The controversy was revived earlier this month by a series of columns in La Presse by Isabelle Hachey, who argued that student demands for more sensitivity were going too far.
Hachey’s pieces cited several professors who said they now avoided teaching certain material, fearing backlash from “woke” students.
A philosophy professor at the University of Ottawa told her he no longer referenced slavery when teaching about the ancient Greeks. A literature professor at McGill said the university forced her to let students skip pages of classic works of Quebec literature if they contained slurs, which most of the assigned works did.
Legault promised on Saturday that his government would act quickly. “What’s really worrying is that more and more people feel intimidated,” he said.
By describing the threat this way, Legault aligned himself with the growing number of conservative politicians in the West who believe the most serious danger to academic freedom is the form of social justice advocacy often referred to as wokeness.
And, like many of these politicians, he has suggested the source of this threat is the wave of anti-racism activism that arose following the repeated killings of Black people by police in the U.S.
“We’re seeing a movement come here from the United States and, frankly, I think it does not resemble us,” Legault said in his Facebook post.
‘A false debate’
This way of framing the debate has left many Black scholars uneasy. Not only does it deny the long history of anti-racism activism in Quebec, they say, it fails to address the more urgent problems confronting university education, such as funding and access.
“It’s a false debate. Professors already have freedom of speech. The problem is some want to abuse it,” said Amissi Manirabona, a criminal law professor at the Université de Montreal.
Questions about what words professors should, and shouldn’t, use in the classroom are better treated as teaching issues rather than debates about free speech, Manirabona said.
He said professors need to ask themselves: “How can we transmit knowledge while respecting everyone, including minorities, who can be offended by certain discourses?”

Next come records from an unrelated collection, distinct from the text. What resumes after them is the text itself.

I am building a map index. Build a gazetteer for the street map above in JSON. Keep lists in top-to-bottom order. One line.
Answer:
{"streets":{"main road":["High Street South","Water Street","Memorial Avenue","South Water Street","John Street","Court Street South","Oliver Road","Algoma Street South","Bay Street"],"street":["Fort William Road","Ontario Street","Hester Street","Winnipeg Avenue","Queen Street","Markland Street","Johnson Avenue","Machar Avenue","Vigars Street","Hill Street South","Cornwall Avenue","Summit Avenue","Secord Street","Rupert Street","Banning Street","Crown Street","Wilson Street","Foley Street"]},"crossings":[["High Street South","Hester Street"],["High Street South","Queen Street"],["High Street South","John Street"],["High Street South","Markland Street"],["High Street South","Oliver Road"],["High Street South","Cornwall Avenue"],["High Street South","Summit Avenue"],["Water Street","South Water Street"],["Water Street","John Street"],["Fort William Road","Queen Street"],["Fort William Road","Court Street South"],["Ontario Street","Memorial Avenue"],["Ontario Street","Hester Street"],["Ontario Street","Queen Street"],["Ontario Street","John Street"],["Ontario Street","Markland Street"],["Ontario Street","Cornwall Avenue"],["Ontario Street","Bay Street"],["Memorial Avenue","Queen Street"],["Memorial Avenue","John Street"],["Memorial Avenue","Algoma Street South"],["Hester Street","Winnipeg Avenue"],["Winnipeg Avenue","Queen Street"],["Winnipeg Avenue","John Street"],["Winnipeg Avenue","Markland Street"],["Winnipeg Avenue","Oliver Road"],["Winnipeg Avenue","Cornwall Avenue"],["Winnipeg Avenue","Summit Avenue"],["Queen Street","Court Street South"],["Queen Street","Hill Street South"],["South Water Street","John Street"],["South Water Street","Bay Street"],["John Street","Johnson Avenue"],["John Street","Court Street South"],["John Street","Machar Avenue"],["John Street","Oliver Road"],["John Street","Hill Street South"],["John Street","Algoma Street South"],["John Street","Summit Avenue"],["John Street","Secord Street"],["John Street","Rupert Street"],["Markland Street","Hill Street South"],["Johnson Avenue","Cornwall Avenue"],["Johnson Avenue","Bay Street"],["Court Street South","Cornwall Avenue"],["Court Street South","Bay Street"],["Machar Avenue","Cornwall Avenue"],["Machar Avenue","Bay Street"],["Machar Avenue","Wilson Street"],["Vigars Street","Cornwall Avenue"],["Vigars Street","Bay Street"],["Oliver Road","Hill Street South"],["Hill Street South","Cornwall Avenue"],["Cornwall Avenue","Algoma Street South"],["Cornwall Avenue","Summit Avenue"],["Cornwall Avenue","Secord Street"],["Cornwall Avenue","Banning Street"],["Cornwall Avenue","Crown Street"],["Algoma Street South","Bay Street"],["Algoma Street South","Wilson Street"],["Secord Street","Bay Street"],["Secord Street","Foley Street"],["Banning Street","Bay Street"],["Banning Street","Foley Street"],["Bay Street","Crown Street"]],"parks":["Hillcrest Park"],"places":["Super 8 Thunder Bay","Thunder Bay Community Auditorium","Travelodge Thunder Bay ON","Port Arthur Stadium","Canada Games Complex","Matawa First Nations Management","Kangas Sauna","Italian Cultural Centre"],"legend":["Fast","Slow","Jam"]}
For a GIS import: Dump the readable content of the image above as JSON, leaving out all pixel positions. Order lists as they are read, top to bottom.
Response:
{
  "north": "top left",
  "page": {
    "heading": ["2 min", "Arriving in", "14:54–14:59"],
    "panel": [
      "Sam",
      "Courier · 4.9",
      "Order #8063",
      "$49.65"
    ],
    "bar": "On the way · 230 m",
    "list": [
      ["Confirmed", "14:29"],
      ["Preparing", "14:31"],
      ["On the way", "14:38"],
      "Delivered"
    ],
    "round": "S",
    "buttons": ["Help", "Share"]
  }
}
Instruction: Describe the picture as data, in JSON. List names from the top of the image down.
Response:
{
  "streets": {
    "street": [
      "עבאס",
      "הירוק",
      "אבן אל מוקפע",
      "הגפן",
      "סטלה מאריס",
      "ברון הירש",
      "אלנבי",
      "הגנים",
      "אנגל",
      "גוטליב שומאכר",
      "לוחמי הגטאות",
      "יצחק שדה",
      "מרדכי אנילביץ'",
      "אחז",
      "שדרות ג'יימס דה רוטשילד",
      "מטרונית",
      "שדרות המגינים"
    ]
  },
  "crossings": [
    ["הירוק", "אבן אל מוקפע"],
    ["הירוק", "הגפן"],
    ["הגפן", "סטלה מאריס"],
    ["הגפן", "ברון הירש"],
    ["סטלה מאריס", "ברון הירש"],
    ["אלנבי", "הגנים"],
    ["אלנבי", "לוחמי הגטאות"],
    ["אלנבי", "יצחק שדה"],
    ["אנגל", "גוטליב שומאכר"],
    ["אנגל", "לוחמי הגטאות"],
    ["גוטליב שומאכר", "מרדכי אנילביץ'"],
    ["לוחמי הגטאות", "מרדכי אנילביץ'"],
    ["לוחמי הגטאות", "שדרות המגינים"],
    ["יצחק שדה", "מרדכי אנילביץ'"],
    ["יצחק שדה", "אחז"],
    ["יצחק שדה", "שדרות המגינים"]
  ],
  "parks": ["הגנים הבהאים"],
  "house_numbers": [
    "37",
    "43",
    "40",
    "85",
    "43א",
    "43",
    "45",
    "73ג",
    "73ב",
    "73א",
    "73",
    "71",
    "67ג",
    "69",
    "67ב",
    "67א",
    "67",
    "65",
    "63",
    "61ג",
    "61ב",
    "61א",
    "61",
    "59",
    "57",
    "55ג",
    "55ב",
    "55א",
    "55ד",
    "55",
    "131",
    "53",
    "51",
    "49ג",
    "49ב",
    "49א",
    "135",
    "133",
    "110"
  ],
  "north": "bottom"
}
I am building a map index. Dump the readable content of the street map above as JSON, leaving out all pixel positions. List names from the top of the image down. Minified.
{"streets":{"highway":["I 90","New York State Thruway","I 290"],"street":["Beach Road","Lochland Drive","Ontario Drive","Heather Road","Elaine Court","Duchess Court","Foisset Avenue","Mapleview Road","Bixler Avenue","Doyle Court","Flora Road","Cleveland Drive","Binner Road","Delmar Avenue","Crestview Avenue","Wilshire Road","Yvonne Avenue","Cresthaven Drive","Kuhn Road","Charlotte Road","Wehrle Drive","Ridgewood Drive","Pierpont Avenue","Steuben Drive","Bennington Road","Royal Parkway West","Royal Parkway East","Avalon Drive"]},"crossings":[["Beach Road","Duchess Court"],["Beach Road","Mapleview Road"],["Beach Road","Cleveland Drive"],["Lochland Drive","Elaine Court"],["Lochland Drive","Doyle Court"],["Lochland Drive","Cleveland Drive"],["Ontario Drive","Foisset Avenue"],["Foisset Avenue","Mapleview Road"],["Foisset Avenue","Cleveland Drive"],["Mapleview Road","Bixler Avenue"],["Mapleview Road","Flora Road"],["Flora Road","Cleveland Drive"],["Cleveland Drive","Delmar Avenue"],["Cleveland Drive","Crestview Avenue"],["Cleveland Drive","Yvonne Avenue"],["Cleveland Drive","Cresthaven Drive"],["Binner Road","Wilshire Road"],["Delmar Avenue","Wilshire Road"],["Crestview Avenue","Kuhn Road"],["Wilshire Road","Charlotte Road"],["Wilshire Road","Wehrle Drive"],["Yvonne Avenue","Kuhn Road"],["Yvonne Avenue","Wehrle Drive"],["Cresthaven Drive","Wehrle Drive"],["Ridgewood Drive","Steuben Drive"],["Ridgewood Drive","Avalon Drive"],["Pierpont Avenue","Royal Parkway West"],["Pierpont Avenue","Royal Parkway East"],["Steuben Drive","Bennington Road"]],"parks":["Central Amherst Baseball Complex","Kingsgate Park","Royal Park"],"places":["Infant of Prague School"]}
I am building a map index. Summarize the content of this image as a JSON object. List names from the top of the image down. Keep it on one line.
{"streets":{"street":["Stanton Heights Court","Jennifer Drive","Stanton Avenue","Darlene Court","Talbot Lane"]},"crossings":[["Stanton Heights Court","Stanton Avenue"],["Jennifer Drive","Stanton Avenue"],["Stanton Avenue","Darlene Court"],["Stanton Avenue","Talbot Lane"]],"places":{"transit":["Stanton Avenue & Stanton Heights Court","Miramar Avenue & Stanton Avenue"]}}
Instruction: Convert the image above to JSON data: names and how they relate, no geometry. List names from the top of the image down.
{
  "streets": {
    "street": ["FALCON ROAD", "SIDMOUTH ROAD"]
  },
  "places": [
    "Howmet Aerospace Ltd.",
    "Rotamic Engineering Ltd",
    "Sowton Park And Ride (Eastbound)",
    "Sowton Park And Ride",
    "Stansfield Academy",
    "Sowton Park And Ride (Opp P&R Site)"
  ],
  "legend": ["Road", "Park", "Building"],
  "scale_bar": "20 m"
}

“We need to show compassion,” he said. “We have to listen to students when they say they don’t want to hear the N-word.”
The perception that anti-racism ideologies have somehow infiltrated university administrations is also difficult to square with the fact that so few people of colour hold university leadership positions.
A 2019 study by Quebec’s human rights commission found only six per cent of university employees in the province were visible minorities, essentially unchanged from 10 years prior.
“In order to counter these ideas, they’re making it seem as though anti-racism and queer theory are dominant in universities, which is completely false,” said Philippe Néméh-Nombré, a PhD student and vice-president of the Ligue des droits et libertés, a human rights group.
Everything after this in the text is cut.